Al netto delle imposte, l’azienda ha aumentato i profitti operativi su base annua da 41,5 a 44,5 milioni di dollari, portando il dividendo annuale del 5 a 5,25% per azione. Merck Mecuriadis, fondatore e amministratore delegato di Hipgnosis, immaginava che la pandemia avrebbe accelerato lo spostamento il baricentro degli ascolti musicali verso lo streaming, che ormai viaggia su 443 milioni di utenti di servizi in abbonamento come Spotify, Apple Music e Amazon Music e che entro la fine del decennio, secondo alcune previsioni di mercato, si prevede raggiunga i 2 miliardi di utenti.
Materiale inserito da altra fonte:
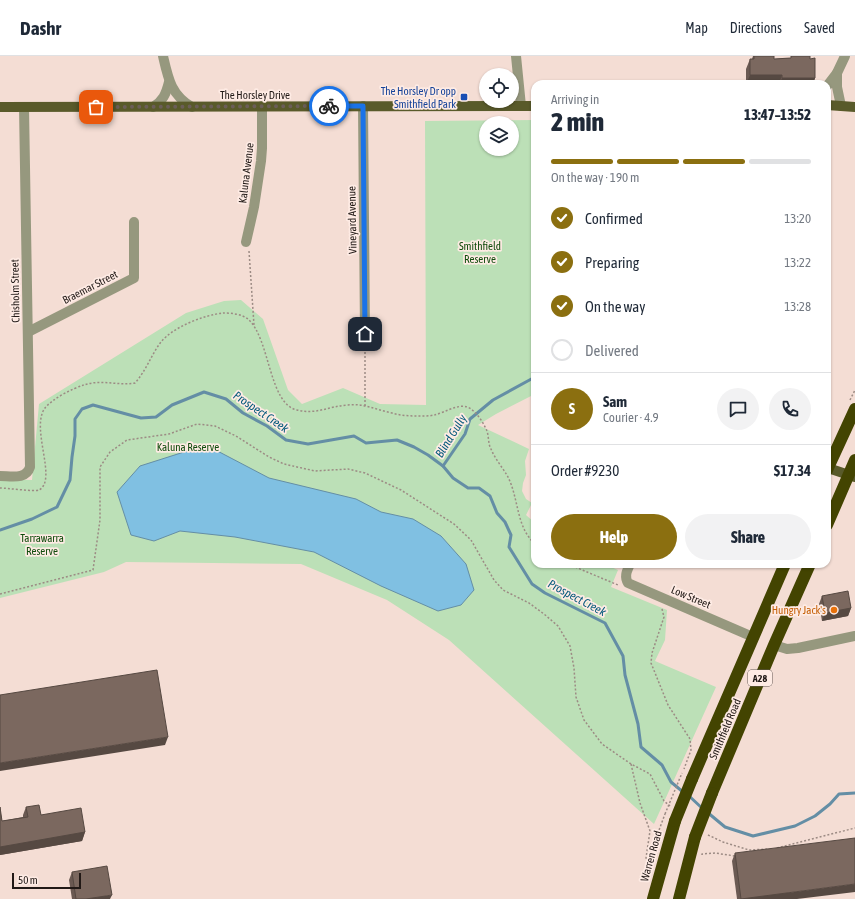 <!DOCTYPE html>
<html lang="en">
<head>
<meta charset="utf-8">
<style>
  :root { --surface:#fff; --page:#f2f2f3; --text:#1f2937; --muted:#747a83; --line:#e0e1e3; --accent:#8b6f10 }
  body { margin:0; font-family:"Asap Condensed",sans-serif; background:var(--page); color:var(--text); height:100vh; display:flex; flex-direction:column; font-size:15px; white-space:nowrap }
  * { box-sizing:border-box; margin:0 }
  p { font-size:13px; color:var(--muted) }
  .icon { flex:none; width:22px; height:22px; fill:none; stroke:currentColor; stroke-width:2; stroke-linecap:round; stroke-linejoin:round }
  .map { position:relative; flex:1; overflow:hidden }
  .details { position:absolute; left:531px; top:24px; width:300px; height:488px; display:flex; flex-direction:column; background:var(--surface); border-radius:12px; box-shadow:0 1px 3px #0004 }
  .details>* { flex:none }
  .controls { position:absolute; left:479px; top:12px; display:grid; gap:8px }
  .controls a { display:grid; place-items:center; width:40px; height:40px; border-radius:50%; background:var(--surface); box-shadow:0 1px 3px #0004; font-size:20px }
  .scale { position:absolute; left:12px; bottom:10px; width:69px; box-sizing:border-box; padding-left:4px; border:2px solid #211916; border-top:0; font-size:11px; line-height:14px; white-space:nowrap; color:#211916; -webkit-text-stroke:3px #feebe4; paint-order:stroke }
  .pin { position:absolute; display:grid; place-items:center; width:34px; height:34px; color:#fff; margin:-17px; border-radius:8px; box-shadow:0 2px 6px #0006 }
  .courier { position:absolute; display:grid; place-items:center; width:40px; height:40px; margin:-20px; border:3px solid #1a73e8; border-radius:50%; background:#fff; color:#222; box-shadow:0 1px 5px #0007 }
  .overview em { font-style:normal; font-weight:800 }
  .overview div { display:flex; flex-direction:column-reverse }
  .overview { display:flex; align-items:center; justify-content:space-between; height:68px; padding:0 20px }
  h1 { font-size:26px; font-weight:800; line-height:30px }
  .bar { display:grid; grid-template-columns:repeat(4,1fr); gap:6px 4px; align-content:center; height:48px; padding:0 20px }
  .bar i { height:5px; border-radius:3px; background:var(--line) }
  .bar .current { background:var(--accent) }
  .bar p { grid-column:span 4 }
  .line { display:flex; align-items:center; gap:10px; padding:0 20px; border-top:1px solid var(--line) }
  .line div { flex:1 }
  .round { display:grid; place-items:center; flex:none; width:42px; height:42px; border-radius:21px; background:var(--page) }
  ol { padding:0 20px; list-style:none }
  li { display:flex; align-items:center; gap:12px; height:44px }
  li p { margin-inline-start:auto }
  li .icon { padding:4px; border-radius:50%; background:var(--accent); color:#fff; stroke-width:4 }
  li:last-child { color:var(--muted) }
  li i { width:22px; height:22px; border:2px solid var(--line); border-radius:50% }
  .primary-button { display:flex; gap:8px; margin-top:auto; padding:8px 20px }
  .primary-button a { flex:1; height:46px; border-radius:24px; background:var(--accent); color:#fff; font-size:16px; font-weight:800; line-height:46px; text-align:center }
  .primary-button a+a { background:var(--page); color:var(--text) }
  header { display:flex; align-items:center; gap:24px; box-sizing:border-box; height:56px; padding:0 20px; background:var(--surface); border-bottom:1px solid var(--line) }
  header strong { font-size:19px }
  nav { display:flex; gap:22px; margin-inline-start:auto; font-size:14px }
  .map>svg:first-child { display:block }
  .green { fill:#bce0b7; fill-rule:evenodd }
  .water { fill:#80c0e2; stroke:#648ea5 }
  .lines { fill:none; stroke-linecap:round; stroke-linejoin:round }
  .stream { stroke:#648ea5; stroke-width:3 }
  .path { stroke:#9c8b84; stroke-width:1.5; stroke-dasharray:2 2; stroke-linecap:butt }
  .minor { stroke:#96987e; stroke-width:10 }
  .major { stroke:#595a2a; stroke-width:10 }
  .highway { stroke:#434401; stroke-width:12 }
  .path-bridge { stroke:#9c8b84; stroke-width:1.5; stroke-dasharray:2 2; stroke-linecap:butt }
  .highway-bridge { stroke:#434401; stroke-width:12 }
  .wall { fill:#6a5952 }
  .shaded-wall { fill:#564942 }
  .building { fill:#7b685f; stroke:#564942 }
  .done { stroke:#6b5e58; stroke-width:4; stroke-dasharray:0 7.2 }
  .route { stroke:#1a73e8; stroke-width:5 }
  .transit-dot { fill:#1a4fb4; stroke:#feebe4; stroke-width:1.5 }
  .food-dot { fill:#e8710a; stroke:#feebe4; stroke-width:1.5 }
  .labels { text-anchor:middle; stroke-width:3.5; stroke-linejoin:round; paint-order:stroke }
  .shield { fill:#feebe4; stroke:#635854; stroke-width:1 }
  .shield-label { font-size:10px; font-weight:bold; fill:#211916 }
  .transit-label { font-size:11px; fill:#164399; stroke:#feebe4; text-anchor:end }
  .street-label { font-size:11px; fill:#211916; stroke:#feebe4 }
  .park-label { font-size:11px; fill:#0f4b0b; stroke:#feebe4 }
  .food-label { font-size:11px; fill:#c56008; stroke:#feebe4; text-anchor:end }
  .water-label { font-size:12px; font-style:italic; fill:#075b7d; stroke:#feebe4 }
</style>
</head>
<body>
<header>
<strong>Dashr</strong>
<nav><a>Map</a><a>Directions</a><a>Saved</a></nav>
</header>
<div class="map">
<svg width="855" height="843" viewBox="0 0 855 843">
  <rect width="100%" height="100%" fill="#f4ddd4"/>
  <!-- green -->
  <path class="green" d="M535 64V338L496 358 478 369 529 393 525 405 526 419 523 427 522 435 526 443 532 447 526 459 535 467V508H604L618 514 611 531 667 554 665 584 655 605 716 631 654 768 449 584 387 544 301 508 126 506 104 516 0 542V423L32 424 39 348 186 257 224 245 241 244 263 263 288 334 302 348 343 332 380 348 426 349 425 65ZM486 67H512V93H486Z"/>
  <!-- water -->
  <polygon class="water" points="206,389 269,422 356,443 381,456 413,463 441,480 466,508 474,534 461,549 438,555 381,530 314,496 235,481 180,475 154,485 131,479 117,436 140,410"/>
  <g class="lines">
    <!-- stream -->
    <g class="stream">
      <polyline points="443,410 465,378 470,363 493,344 535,321"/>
      <polyline points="0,474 32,463 57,451 70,424 72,401 75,380 75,363 82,353 93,349 141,362 156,361 172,349 204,336 226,343 243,357 267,370 286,384 308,388 354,380 366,387 397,384 414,391 428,399 443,410 453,422 468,432 479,432 490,440 497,457 505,466 511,479 509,491 532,528 545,537 605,567 623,600 625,619 638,668 641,691 662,709 671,726 683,736"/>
      <polyline points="688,739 703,753"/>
      <polyline points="707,756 725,771 753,780 795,770 815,760 830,748 839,738 855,737"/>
    </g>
    <!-- path -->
    <g class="path">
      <polyline points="249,195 254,269"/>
      <polyline points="365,288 365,350"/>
      <polyline points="850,344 855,334"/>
      <path d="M0 432C7 432 35 436 39 434 58 424 30 372 45 352 52 343 73 332 84 329 101 323 118 330 135 327 146 315 151 299 161 286 173 271 204 259 223 257 231 257 243 258 249 264 270 284 269 348 297 354 316 359 329 350 348 349 363 347 377 354 392 357 402 360 412 360 422 360 426 360 430 360 434 359 445 357 461 345 471 353 478 358 484 368 487 375 489 381 488 388 491 393 495 403 503 412 508 421 519 443 516 471 535 488"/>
      <polyline points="568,508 618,529"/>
      <polyline points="0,538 93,514 100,464 100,411 110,396 127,384 169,378 197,368 215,370 236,380 269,401 284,408 315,415 348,413 365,417 401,434 454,468 471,484 494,524 503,534 529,547 544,558 558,570 570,590 574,612 576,641 584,664 602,688 631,708 650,718 664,745 670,750"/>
      <polyline points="662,553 664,561 652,597 651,607 668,649 690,683 691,694 684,713"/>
      <polyline points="631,708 640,747 650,775 646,802 648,804"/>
      <polyline points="708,779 723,786 749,794 769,793"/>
      <polyline points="777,792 855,772"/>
      <polyline points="702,799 702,798 715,797 735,800"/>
      <polyline points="648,804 665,758"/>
    </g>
    <!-- minor -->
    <g class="minor">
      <path d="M163 0C168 22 171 39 192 51"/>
      <polyline points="516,0 521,50"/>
      <polyline points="837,17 837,31 841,50"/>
      <polyline points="827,30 837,17 845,0"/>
      <polyline points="363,50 365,278"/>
      <path d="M153 51C163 45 166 38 169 26"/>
      <polyline points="246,186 254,151 261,105 262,92 262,50"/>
      <polyline points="28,276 134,222 134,166"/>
      <path d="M0 420C11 420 26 424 30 411L24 51"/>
      <path d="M630 508C627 515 624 520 628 527L753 581"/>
      <polyline points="774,589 787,593 798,592 855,580"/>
    </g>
    <!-- major -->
    <g class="major">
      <polyline points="827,49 855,51"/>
      <polyline points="0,51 535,50"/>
      <polyline points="828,412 855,421"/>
    </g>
    <!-- highway -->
    <g class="highway">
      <polyline points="827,414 855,353"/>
      <polyline points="827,469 855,404"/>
      <polyline points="692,723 785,508"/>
      <polyline points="712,737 774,589 810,508"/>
      <polyline points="653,843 675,765"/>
      <polyline points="679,843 695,781"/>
    </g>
    <!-- path-bridge -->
    <polyline class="path-bridge" points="665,758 682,717"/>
    <!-- highway-bridge -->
    <g class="highway-bridge">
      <polyline points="675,765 692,723"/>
      <polyline points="695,781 712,737"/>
    </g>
  </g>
  <!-- wall -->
  <g class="wall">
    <polygon points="753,0 774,0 774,3 791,2 791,0 810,3 815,22 813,28 746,28 746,13 750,3 752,3"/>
    <polygon points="822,540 851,552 848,560 822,565 819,548"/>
    <polygon points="0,751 2,765 23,761 23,759 26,751 41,759 85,776 82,785 0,799"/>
    <polygon points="735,797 797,843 737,843 732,805"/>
    <polygon points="72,816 110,843 72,843 69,824"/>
  </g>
  <!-- shaded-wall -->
  <g class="shaded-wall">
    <polygon points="750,19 782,19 779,28 746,28"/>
    <polygon points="782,22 815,22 813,28 780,28"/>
    <polygon points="851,552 848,560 822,565 825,557"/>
    <polygon points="168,681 165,689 0,715 0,707"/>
    <polygon points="85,776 82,785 0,799 0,791"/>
    <polygon points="855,828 855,836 797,843 740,843"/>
    <polygon points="112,839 110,843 86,843"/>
  </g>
  <!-- building -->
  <g class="building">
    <polygon points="754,0 774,0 774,3 791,2 791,0 810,0 810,3 815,2 815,22 782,22 782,19 750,19 750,3 754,3"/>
    <polygon points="848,535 851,552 825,557 822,540"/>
    <polygon points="157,614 168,681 0,707 0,639"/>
    <polygon points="39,749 41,759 81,752 85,776 0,791 0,751 2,765 28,761 26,751"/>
    <polygon points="855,782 855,828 741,843 735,797"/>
    <polygon points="107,810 112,839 86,843 76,843 72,816"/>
  </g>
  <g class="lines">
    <!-- done -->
    <polyline class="done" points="96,51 329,50"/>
    <!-- route -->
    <polyline class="route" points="329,50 363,50 365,278"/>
  </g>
  <!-- markers -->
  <rect class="transit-dot" x="460" y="37" width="8" height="8" rx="2"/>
  <circle class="food-dot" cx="834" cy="554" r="4"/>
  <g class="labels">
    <!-- shield labels -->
    <rect class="shield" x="748" y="614" width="24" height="16" rx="3"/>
    <g class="shield-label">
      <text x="760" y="626">A28</text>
    </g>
    <!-- transit labels -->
    <g class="transit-label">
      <text x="456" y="39">The Horsley Dr opp<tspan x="456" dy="13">Smithfield Park</tspan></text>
    </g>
    <!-- street labels -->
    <g class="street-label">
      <text x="255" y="43">The Horsley Drive</text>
      <text transform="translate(246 117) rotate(-83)" y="4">Kaluna Avenue</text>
      <text transform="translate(352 164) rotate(-91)" y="4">Vineyard Avenue</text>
      <text transform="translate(90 231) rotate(-27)" y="4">Braemar Street</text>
      <text transform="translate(15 235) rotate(-91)" y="4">Chisholm Street</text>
      <text transform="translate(691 541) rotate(23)" y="4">Low Street</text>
      <text transform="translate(725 673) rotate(-67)" y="4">Smithfield Road</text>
      <text transform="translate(651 800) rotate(-74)" y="4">Warren Road</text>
    </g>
    <!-- park labels -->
    <g class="park-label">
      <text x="480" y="194">Smithfield<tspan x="480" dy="13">Reserve</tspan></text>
      <text x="188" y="395">Kaluna Reserve</text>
      <text x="42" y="486">Tarrawarra<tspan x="42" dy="13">Reserve</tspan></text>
    </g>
    <!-- food labels -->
    <g class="food-label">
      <text x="826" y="558">Hungry Jack's</text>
    </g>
    <!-- water labels -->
    <g class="water-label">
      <text transform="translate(261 356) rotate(34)" y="4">Prospect Creek</text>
      <text transform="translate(451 380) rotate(-58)" y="4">Blind Gully</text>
      <text transform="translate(577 542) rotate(28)" y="4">Prospect Creek</text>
    </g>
  </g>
</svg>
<div class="controls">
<a><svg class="icon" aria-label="locate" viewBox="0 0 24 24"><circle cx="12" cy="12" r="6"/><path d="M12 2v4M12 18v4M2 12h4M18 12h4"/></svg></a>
<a><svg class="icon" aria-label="layers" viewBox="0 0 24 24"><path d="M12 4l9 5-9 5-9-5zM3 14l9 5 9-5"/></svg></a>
</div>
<div class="scale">50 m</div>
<div class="pin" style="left:96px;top:51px;background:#ea580c"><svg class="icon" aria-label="bag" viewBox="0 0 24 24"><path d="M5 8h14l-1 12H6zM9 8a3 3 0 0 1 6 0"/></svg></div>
<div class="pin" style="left:365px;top:278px;background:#1f2937"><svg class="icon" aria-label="home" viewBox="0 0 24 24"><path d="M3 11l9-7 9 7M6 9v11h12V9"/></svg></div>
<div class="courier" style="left:329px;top:50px"><svg class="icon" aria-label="bike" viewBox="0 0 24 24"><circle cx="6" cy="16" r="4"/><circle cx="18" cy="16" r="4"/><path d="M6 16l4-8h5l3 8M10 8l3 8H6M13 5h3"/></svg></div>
<section class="details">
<div class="overview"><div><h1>2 min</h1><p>Arriving in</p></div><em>13:47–13:52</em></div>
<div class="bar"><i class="current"></i><i class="current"></i><i class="current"></i><i></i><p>On the way · 190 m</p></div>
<ol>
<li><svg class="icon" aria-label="check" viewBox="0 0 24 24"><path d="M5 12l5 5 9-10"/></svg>Confirmed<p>13:20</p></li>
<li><svg class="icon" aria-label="check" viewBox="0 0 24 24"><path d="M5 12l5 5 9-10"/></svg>Preparing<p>13:22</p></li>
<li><svg class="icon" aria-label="check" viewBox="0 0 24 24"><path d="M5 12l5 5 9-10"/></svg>On the way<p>13:28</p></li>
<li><i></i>Delivered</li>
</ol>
<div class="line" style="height:72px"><b class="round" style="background:var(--accent);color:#fff">S</b><div><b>Sam</b><p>Courier · 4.9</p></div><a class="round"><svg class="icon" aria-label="chat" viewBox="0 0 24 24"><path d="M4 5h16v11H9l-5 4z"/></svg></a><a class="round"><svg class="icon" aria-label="phone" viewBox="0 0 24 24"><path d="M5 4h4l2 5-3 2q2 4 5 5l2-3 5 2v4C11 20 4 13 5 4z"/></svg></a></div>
<div class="line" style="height:52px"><div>Order #9230</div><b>$17.34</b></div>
<div class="primary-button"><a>Help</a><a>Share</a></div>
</section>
</div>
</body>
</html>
“Si tratta di un fenomeno che ha semplificato la musica passandola da un acquisto fisico a una comodità. In futuro, le piattaforme digitali rafforzeranno i ricavi: stiamo entrando in un’era in cui, per la prima volta, quasi tutto il consumo di musica è a pagamento”. Secondo i dati ufficiali, Hipgnosis afferma che gli introiti dello streaming sono aumentati del 18,4% nella seconda metà dell’anno e la cassaforte dell’azienda, composta dai diritti di 138 cataloghi di canzoni, è stato valutato 2,2 miliardi di dollari, il 10% in più di quanto sia costato acquisirli. Nella scelta musicale, Hipgnosis si concentra soprattutto sui classici, con una proporzione di canzoni uscite oltre 10 anni fa che rappresenta il 60% del portafoglio. Poco meno del catalogo è rappresentato dalla musica pop, seguita dal vecchio e sano rock.

Il mercato dei diritti lanciato da Mercuriadis attira sempre di più artisti a fine carriera che tentano di capitalizzare la propria produzione: lo scorso dicembre, Bob Dylan ha venduto per intero i diritti dei suoi successi alla Universal Music per più di 300 milioni di dollari. “I più grandi artisti musicali sopravvissuti al tempo a ai vizi sono ormai anziani, e molti di loro vogliono assicurarsi di garantire un futuro alle loro famiglie, ma anche alle loro canzoni - ha commentato Mercuriadis nel corso di un’intervista al programma Today della BBC Radio – si tratta spesso di brani disponibili a prezzi interessanti, e siamo convinti che triplicheranno il loro valore netto entro la fine del decennio”.

Il boom dello streaming sta riportando il sorriso a tutta l’industria musicale: la Warner Music, la terza compagnia musicale più grande al mondo, che ha in catalogo artisti come Ed Sheeran, si è trasferita in borsa lo scorso giugno e il prezzo delle azioni è aumentato di un quarto negli ultimi 12 mesi, per un valore di mercato di quasi 19 miliardi di dollari. Vivendi, proprietario della più grande azienda musicale del mondo, la Universal Music, che raccoglie artisti come Lady Gaga ei Beatles, è pronta a debuttare alla borsa di Amsterdam accompagnata da una valutazione superiore ai 35 miliardi di euro.